• **What to produce**
An exact copy of all the data is the expected answer.

(Collected data)
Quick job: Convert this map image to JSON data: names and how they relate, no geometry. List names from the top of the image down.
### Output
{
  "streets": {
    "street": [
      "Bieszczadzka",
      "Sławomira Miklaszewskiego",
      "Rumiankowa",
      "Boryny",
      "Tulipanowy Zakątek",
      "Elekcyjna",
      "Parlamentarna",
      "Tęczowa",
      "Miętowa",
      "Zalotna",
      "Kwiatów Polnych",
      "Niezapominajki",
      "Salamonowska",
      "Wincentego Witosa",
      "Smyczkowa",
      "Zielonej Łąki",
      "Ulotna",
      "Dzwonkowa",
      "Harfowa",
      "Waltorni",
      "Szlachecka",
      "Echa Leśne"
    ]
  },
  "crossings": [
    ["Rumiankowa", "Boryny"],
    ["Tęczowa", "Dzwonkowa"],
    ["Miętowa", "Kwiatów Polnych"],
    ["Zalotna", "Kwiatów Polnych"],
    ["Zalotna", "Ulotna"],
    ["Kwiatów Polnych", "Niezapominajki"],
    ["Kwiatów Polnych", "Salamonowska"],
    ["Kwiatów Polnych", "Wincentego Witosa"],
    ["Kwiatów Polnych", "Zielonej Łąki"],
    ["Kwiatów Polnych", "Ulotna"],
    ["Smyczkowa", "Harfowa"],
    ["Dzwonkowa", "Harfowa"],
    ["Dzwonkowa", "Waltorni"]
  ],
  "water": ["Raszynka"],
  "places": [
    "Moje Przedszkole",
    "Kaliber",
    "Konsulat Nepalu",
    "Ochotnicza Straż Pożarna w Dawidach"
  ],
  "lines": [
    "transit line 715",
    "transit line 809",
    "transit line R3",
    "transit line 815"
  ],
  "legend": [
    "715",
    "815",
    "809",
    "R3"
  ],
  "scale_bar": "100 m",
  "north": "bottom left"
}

• **Output for this exercise**
Quick job: Convert this map image to JSON data: names and how they relate, no geometry. List names from the top of the image down.
### Output
{
  "streets": {
    "street": [
      "Bieszczadzka",
      "Sławomira Miklaszewskiego",
      "Rumiankowa",
      "Boryny",
      "Tulipanowy Zakątek",
      "Elekcyjna",
      "Parlamentarna",
      "Tęczowa",
      "Miętowa",
      "Zalotna",
      "Kwiatów Polnych",
      "Niezapominajki",
      "Salamonowska",
      "Wincentego Witosa",
      "Smyczkowa",
      "Zielonej Łąki",
      "Ulotna",
      "Dzwonkowa",
      "Harfowa",
      "Waltorni",
      "Szlachecka",
      "Echa Leśne"
    ]
  },
  "crossings": [
    ["Rumiankowa", "Boryny"],
    ["Tęczowa", "Dzwonkowa"],
    ["Miętowa", "Kwiatów Polnych"],
    ["Zalotna", "Kwiatów Polnych"],
    ["Zalotna", "Ulotna"],
    ["Kwiatów Polnych", "Niezapominajki"],
    ["Kwiatów Polnych", "Salamonowska"],
    ["Kwiatów Polnych", "Wincentego Witosa"],
    ["Kwiatów Polnych", "Zielonej Łąki"],
    ["Kwiatów Polnych", "Ulotna"],
    ["Smyczkowa", "Harfowa"],
    ["Dzwonkowa", "Harfowa"],
    ["Dzwonkowa", "Waltorni"]
  ],
  "water": ["Raszynka"],
  "places": [
    "Moje Przedszkole",
    "Kaliber",
    "Konsulat Nepalu",
    "Ochotnicza Straż Pożarna w Dawidach"
  ],
  "lines": [
    "transit line 715",
    "transit line 809",
    "transit line R3",
    "transit line 815"
  ],
  "legend": [
    "715",
    "815",
    "809",
    "R3"
  ],
  "scale_bar": "100 m",
  "north": "bottom left"
}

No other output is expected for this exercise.